Preliminary Findings: Intricacies and Accountability in the WazirX Cyber Breach

In a preliminary probe into the audacious $235 million hack on July 18, WazirX cryptocurrency exchange found no evidence of compromised signer machines within its infrastructure. The breach, they suggest, may have originated from Liminal, their multi-party computation (MPC) wallet provider, sparking a contentious blame game between the two entities.

Meticulous Forensics and Initial Insights

Following the cyber onslaught, WazirX launched an exhaustive investigation, and on July 25, they announced that no infiltrations were detected in their signer machines. Their scrutiny suggested that the intrusion may have exploited vulnerabilities in Liminal’s infrastructure.

The investigative team at WazirX delved deep into the potential points of compromise, yet their forensic analysis revealed no breaches in their system. The hack’s transactions were processed using Liminal’s infrastructure, utilizing three WazirX signatures alongside one from Liminal, indicating possible lapses in Liminal’s security protocols.

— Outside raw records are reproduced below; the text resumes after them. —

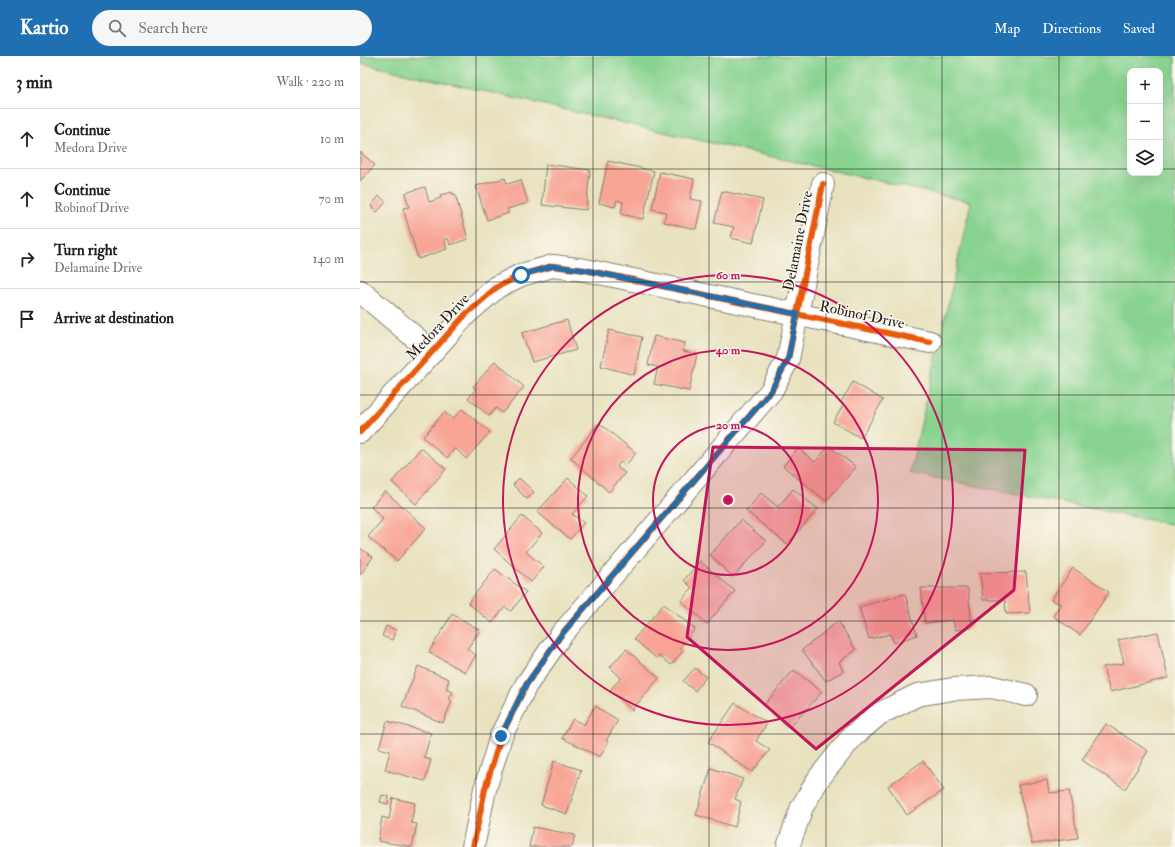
<!DOCTYPE html>
<html lang="en">
<head>
<meta charset="utf-8">
<style>
  body { margin:0; font-family:"IM FELL Double Pica",serif; background:#f6f6f6; color:#202124 }
  .controls { position:absolute; right:12px; top:12px; display:grid; overflow:hidden; border-radius:8px; box-shadow:0 4px 16px #0002 }
  .controls button { width:36px; height:36px; display:grid; place-items:center; padding:0; border:0; border-bottom:1px solid #e0e0e0; background:#fff; color:#202124; font:20px sans-serif }
  .stop { position:absolute; width:12px; height:12px; margin:-9px; border:3px solid #1f6fb2; border-radius:50%; background:#fff }
  .stop.end { background:#1f6fb2; border-color:#fff; box-shadow:0 1px 4px #0008 }
  .list { margin:0; padding:0; list-style:none }
  h2 { display:flex; justify-content:space-between; align-items:center; height:52px; margin:0; padding:0 16px; font-size:17px }
  h2 small { font-size:13px; font-weight:400; color:#757577 }
  .list li { display:grid; grid-template-columns:26px 1fr auto; gap:12px; align-items:center; box-sizing:border-box; height:60px; padding:0 16px; border-top:1px solid #e0e0e0 }
  .list b { display:block; font-size:15px; white-space:nowrap }
  .list p { margin:0; font-size:13px; white-space:nowrap; color:#757577 }
  .list em { font-size:13px; font-style:normal; color:#757577 }
  .icon { flex:none; width:22px; height:22px; fill:none; stroke:currentColor; stroke-width:2; stroke-linecap:round; stroke-linejoin:round }
  .map { position:relative; flex:none; width:815px; height:791px; overflow:hidden }
  header { display:flex; align-items:center; gap:24px; box-sizing:border-box; height:56px; padding:0 20px; background:#1f6fb2; color:#fff }
  header strong { font-size:19px }
  nav { display:flex; gap:22px; margin-inline-start:auto; font-size:14px }
  .search { width:280px; height:36px; background:#f6f6f6; display:flex; align-items:center; gap:10px; box-sizing:border-box; padding:0 14px; border-radius:22px; color:#757577; font-size:15px }
  main { display:flex }
  aside { flex:1; background:#fff }
  .map>svg:first-child { display:block }
  .green { fill:#88d390; stroke:#527856; fill-rule:evenodd }
  .building { fill:#f8a596 }
  .lines { fill:none; stroke-linecap:round; stroke-linejoin:round }
  .street-casing { stroke:#827f6e; stroke-width:24 }
  .street { stroke:#fff; stroke-width:22 }
  .cycleway-casing { stroke:#fbf7ec; stroke-width:8 }
  .cycleway { stroke:#e8590c; stroke-width:6 }
  .route { stroke:#1f6fb2; stroke-width:5 }
  .marked { fill:#c2185b; fill-opacity:0.2; stroke:#c2185b; stroke-width:3; stroke-linejoin:round }
  .grid { fill:none; stroke:#1c1c1c; stroke-width:1; stroke-opacity:0.55 }
  .ring { fill:none; stroke:#c2185b; stroke-width:2 }
  .labels { text-anchor:middle; dominant-baseline:central; stroke-width:3; stroke-linejoin:round; paint-order:stroke }
  .street-label { font-size:15px; fill:#1c1c1c; stroke:#fbf7ec }
  .centre { fill:#c2185b; stroke:#fbf7ec; stroke-width:2 }
  .ring-label { font-size:12px; text-anchor:middle; font-weight:bold; fill:#c2185b; stroke:#fbf7ec; stroke-width:3; stroke-linejoin:round; paint-order:stroke }
</style>
</head>
<body>
<header>
<strong>Kartio</strong>
<div class="search"><svg class="icon" aria-label="search" viewBox="0 0 24 24"><circle cx="10" cy="10" r="6"/><path d="M15 15l6 6"/></svg>Search here</div>
<nav><a>Map</a><a>Directions</a><a>Saved</a></nav>
</header>
<main>
<aside>
<h2>3 min<small>Walk · 220 m</small></h2>
<ul class="list">
<li><svg class="icon" aria-label="ahead" viewBox="0 0 24 24"><path d="M12 20V5M6 11l6-6 6 6"/></svg><div><b>Continue</b><p>Medora Drive</p></div><em>10 m</em></li>
<li><svg class="icon" aria-label="ahead" viewBox="0 0 24 24"><path d="M12 20V5M6 11l6-6 6 6"/></svg><div><b>Continue</b><p>Robinof Drive</p></div><em>70 m</em></li>
<li><svg class="icon" aria-label="right" viewBox="0 0 24 24"><path d="M7 20v-9h11M14 6l5 5-5 5"/></svg><div><b>Turn right</b><p>Delamaine Drive</p></div><em>140 m</em></li>
<li><svg class="icon" aria-label="arrive" viewBox="0 0 24 24"><path d="M6 21V4h12l-3 4 3 4H6"/></svg><div><b>Arrive at destination</b></div></li>
</ul>
</aside>
<div class="map">
<svg width="815" height="791" viewBox="0 0 815 791">
  <rect width="100%" height="100%" fill="#fbf7ec"/>
  <filter id="ink" filterUnits="userSpaceOnUse"><feTurbulence type="fractalNoise" baseFrequency=".025" numOctaves="2"/><feDisplacementMap in="SourceGraphic" scale="8" xChannelSelector="R" yChannelSelector="G"/><feConvolveMatrix kernelMatrix="1 2 1 2 8 2 1 2 1" color-interpolation-filters="sRGB"/></filter>
  <filter id="wash" filterUnits="userSpaceOnUse"><feTurbulence type="fractalNoise" baseFrequency=".012" numOctaves="4" result="noise"/><feDisplacementMap in="SourceGraphic" scale="16" xChannelSelector="R" yChannelSelector="G"/><feGaussianBlur stdDeviation="0.9" result="paint"/><feColorMatrix in="noise" values="0 0 0 0 0 0 0 0 0 0 0 0 0 0 0 0 0 1.4 0 .05"/><feComposite in="paint" operator="in"/></filter>
  <g filter="url(#wash)">
    <rect width="100%" height="100%" fill="#e8e2bf"/>
    <!-- green -->
    <path class="green" d="M 0,0 L 815,0 L 815,469 L 550,417 L 611,146 L 0,7 ZM 770,15 L 800,15 L 800,117 L 770,117 Z"/>
    <g id="blocks">
      <!-- building -->
      <g class="building">
        <path d="M 0,96 L 15,109 L 0,125 Z"/>
        <path d="M 248,105 L 294,115 L 283,163 L 261,158 L 263,146 L 257,144 L 255,151 L 239,147 Z"/>
        <path d="M 186,108 L 230,114 L 226,154 L 182,149 Z"/>
        <path d="M 300,116 L 334,123 L 330,143 L 342,145 L 336,173 L 304,166 L 306,156 L 292,153 Z"/>
        <path d="M 145,122 L 147,128 L 161,124 L 168,147 L 147,153 L 149,157 L 127,164 L 116,130 Z"/>
        <path d="M 65,131 L 69,146 L 81,142 L 80,139 L 92,136 L 92,138 L 95,138 L 108,183 L 90,189 L 88,182 L 84,184 L 87,193 L 58,203 L 43,152 L 49,151 L 45,137 Z"/>
        <path d="M 362,135 L 403,144 L 393,187 L 371,182 L 374,171 L 354,167 Z"/>
        <path d="M 19,140 L 26,146 L 17,156 L 11,150 Z"/>
        <path d="M 207,264 L 216,294 L 172,306 L 162,277 Z"/>
        <path d="M 249,274 L 282,281 L 274,319 L 241,310 Z"/>
        <path d="M 294,280 L 325,287 L 323,295 L 337,298 L 329,335 L 294,328 L 298,311 L 288,309 Z"/>
        <path d="M 135,305 L 164,331 L 142,357 L 136,352 L 129,360 L 108,342 L 116,333 L 113,331 Z"/>
        <path d="M 493,326 L 523,344 L 501,382 L 473,366 L 484,348 L 481,346 Z"/>
        <path d="M 102,353 L 130,376 L 106,403 L 95,392 L 87,402 L 63,381 L 84,356 L 93,363 Z"/>
        <path d="M 239,367 L 276,397 L 265,410 L 260,406 L 257,411 L 265,417 L 249,436 L 211,402 Z"/>
        <path d="M 469,390 L 496,411 L 466,445 L 423,410 L 438,392 L 455,406 Z"/>
        <path d="M 61,392 L 86,413 L 56,448 L 32,426 Z"/>
        <path d="M 159,422 L 174,436 L 167,443 L 153,429 Z"/>
        <path d="M 208,422 L 228,440 L 212,458 L 224,467 L 210,483 L 177,456 Z"/>
        <path d="M 433,433 L 458,453 L 427,488 L 386,455 L 401,437 L 418,451 Z"/>
        <path d="M 25,435 L 66,472 L 37,505 L 8,481 L 23,463 L 11,451 Z"/>
        <path d="M 162,460 L 182,477 L 166,496 L 184,511 L 171,526 L 134,493 Z"/>
        <path d="M 381,464 L 406,485 L 373,521 L 350,499 Z"/>
        <path d="M 0,492 L 13,501 L 0,519 Z"/>
        <path d="M 340,505 L 375,535 L 347,568 L 321,545 L 332,532 L 324,524 Z"/>
        <path d="M 713,512 L 749,536 L 720,579 L 693,560 L 701,548 L 691,544 Z"/>
        <path d="M 135,513 L 166,536 L 151,555 L 145,551 L 132,567 L 108,547 Z"/>
        <path d="M 666,516 L 670,557 L 646,558 L 645,544 L 623,544 L 620,517 Z"/>
        <path d="M 561,532 L 608,532 L 612,572 L 595,574 L 593,564 L 565,567 Z"/>
        <path d="M 545,538 L 557,579 L 534,587 L 530,578 L 509,583 L 499,551 Z"/>
        <path d="M 304,548 L 335,573 L 320,592 L 323,595 L 311,609 L 299,599 L 296,602 L 274,583 Z"/>
        <path d="M 92,558 L 120,574 L 107,593 L 116,599 L 105,616 L 69,596 Z"/>
        <path d="M 478,565 L 496,594 L 479,606 L 483,615 L 466,625 L 442,594 Z"/>
        <path d="M 26,570 L 36,574 L 32,584 L 22,580 Z"/>
        <path d="M 798,576 L 808,622 L 750,636 L 743,611 L 764,607 L 758,584 Z"/>
        <path d="M 266,593 L 299,622 L 272,654 L 250,634 L 261,622 L 250,611 Z"/>
        <path d="M 58,610 L 89,623 L 86,633 L 93,636 L 89,643 L 92,645 L 83,667 L 42,650 Z"/>
        <path d="M 335,612 L 346,621 L 335,635 L 323,625 Z"/>
        <path d="M 434,614 L 462,636 L 429,672 L 404,649 Z"/>
        <path d="M 375,647 L 407,667 L 396,685 L 410,694 L 392,716 L 348,686 Z"/>
        <path d="M 235,650 L 258,664 L 246,685 L 248,686 L 240,701 L 202,682 L 213,663 L 224,669 Z"/>
        <path d="M 27,665 L 71,677 L 64,702 L 71,704 L 65,725 L 25,714 L 30,695 L 19,692 Z"/>
        <path d="M 746,668 L 788,695 L 765,733 L 722,704 Z"/>
        <path d="M 194,705 L 221,714 L 207,758 L 181,749 Z"/>
        <path d="M 563,705 L 584,734 L 547,759 L 528,730 Z"/>
        <path d="M 351,712 L 383,723 L 375,743 L 381,746 L 375,771 L 336,759 Z"/>
        <path d="M 687,724 L 689,737 L 709,735 L 718,782 L 672,788 L 658,729 Z"/>
        <path d="M 22,739 L 29,740 L 28,748 L 20,746 Z"/>
        <path d="M 33,742 L 55,747 L 51,767 L 57,768 L 52,791 L 18,785 L 22,761 L 29,763 Z"/>
        <path d="M 173,771 L 215,779 L 212,791 L 169,791 Z"/>
      </g>
    </g>
  </g>
  <g filter="url(#ink)">
    <use href="#blocks" fill-opacity="0" stroke="#827f6e" stroke-width="1"/>
    <g class="lines">
      <defs>
        <g id="street">
          <path d="M 0,235 L 72,296"/>
          <path d="M 0,376 L 106,258 L 137,231 L 161,219 L 193,210 L 225,214 L 570,286"/>
          <path d="M 113,791 L 125,733 L 141,680 L 166,629 L 201,579 L 411,335 L 428,303 L 463,128"/>
          <path d="M 428,791 L 442,751 L 459,722 L 492,681 L 519,658 L 557,639 L 593,633 L 632,631 L 666,639"/>
        </g>
      </defs>
      <!-- street casing -->
      <use href="#street" class="street-casing"/>
      <!-- street -->
      <use href="#street" class="street"/>
      <defs>
        <g id="cycleway">
          <path d="M 0,376 L 106,258 L 137,231 L 161,219 L 193,210 L 225,214 L 570,286"/>
          <path d="M 113,791 L 125,733 L 141,680 L 166,629 L 201,579 L 411,335 L 428,303 L 463,128"/>
        </g>
      </defs>
      <!-- cycleway casing -->
      <use href="#cycleway" class="cycleway-casing"/>
      <!-- cycleway -->
      <use href="#cycleway" class="cycleway"/>
    </g>
  </g>
  <g class="lines" filter="url(#ink)">
    <!-- route -->
    <path class="route" d="M 141,680 L 166,629 L 201,579 L 411,335 L 428,303 L 437,258 L 225,214 L 193,210 L 161,219"/>
  </g>
  <!-- marked area -->
  <path class="marked" d="M 353,391 L 665,394 L 654,534 L 456,693 L 327,581 Z"/>
  <!-- grid -->
  <path class="grid" d="M 116,0 L 116,791M 233,0 L 233,791M 349,0 L 349,791M 466,0 L 466,791M 582,0 L 582,791M 699,0 L 699,791M 0,113 L 770,113M 800,113 L 815,113M 0,226 L 815,226M 0,339 L 815,339M 0,452 L 815,452M 0,565 L 815,565M 0,678 L 815,678"/>
  <!-- distance rings -->
  <g class="ring">
    <circle cx="368" cy="444" r="75"/>
    <circle cx="368" cy="444" r="150"/>
    <circle cx="368" cy="444" r="225"/>
  </g>
  <g class="labels">
    <!-- street labels -->
    <g class="street-label">
      <text transform="translate(438 185) rotate(-79)">Delamaine Drive</text>
      <text transform="translate(502 259) rotate(12)">Robinof Drive</text>
      <text transform="translate(78 271) rotate(-47)">Medora Drive</text>
    </g>
  </g>
  <circle cx="368" cy="444" r="6" class="centre"/>
  <g class="ring-label">
    <text x="368" y="223">60 m</text>
    <text x="368" y="298">40 m</text>
    <text x="368" y="373">20 m</text>
  </g>
</svg>
<div class="controls">
<button>+</button>
<button>−</button>
<button><svg class="icon" aria-label="layers" viewBox="0 0 24 24"><path d="M12 4l9 5-9 5-9-5zM3 14l9 5 9-5"/></svg></button>
</div>
<div class="stop" style="left:161px;top:219px"></div>
<div class="stop end" style="left:141px;top:680px"></div>
</div>
</main>
</body>
</html>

Read more: WazirX Hacked for $230 Million, North Korea Suspected

Unveiling Liminal’s Security Flaws

The preliminary report from WazirX underscored significant failures within Liminal’s security framework. The Liminal MPC wallet, designed to prevent unauthorized withdrawals to non-whitelisted addresses, failed in this instance. Furthermore, the malicious transaction entailed a contract upgrade transferring control to the attacker, which Liminal’s interface should have barred.

The report pointed to multiple pieces of evidence indicating a breach in Liminal’s system rather than WazirX’s. No new connection requests were dispatched to WazirX’s hardware wallets; the requests originated from whitelisted addresses, and all signers perceived the expected token names and destination addresses. This suggests that the information displayed by Liminal’s interface was manipulated, likely due to a systemic breach.

Liminal’s Denial and the Path Forward

Contrarily, Liminal has staunchly denied any breach of its infrastructure. In their statement on July 19, Liminal asserted that their platform remains secure, suggesting that the hack could have been perpetrated by compromising all three WazirX devices—a claim WazirX refutes.

Liminal maintains that their servers were not infiltrated and that all associated wallets, including WazirX’s, remain secure. The incident has magnified the security risks associated with “blind signing” of token transactions from hardware wallets, where transaction details are not displayed on the wallet’s LED screen, compelling users to rely on external devices or interfaces.

Broader Implications for the Crypto Community

This breach has far-reaching implications for the cryptocurrency ecosystem, particularly concerning the reliance on third-party infrastructure for securing digital assets. WazirX highlighted that other organizations, including the Central Bureau of Investigation (CBI), use Liminal for storing seized assets, raising critical concerns about the reliability of such custodians if their security can be compromised.

WazirX is committed to continuing its comprehensive forensic analysis to unearth the full scope of the cyber attack. They plan to share conclusive evidence once the investigation is complete. Meanwhile, WazirX co-founder Nischal Shetty has outlined steps to engage the community in deciding the platform’s reopening and recovery plans.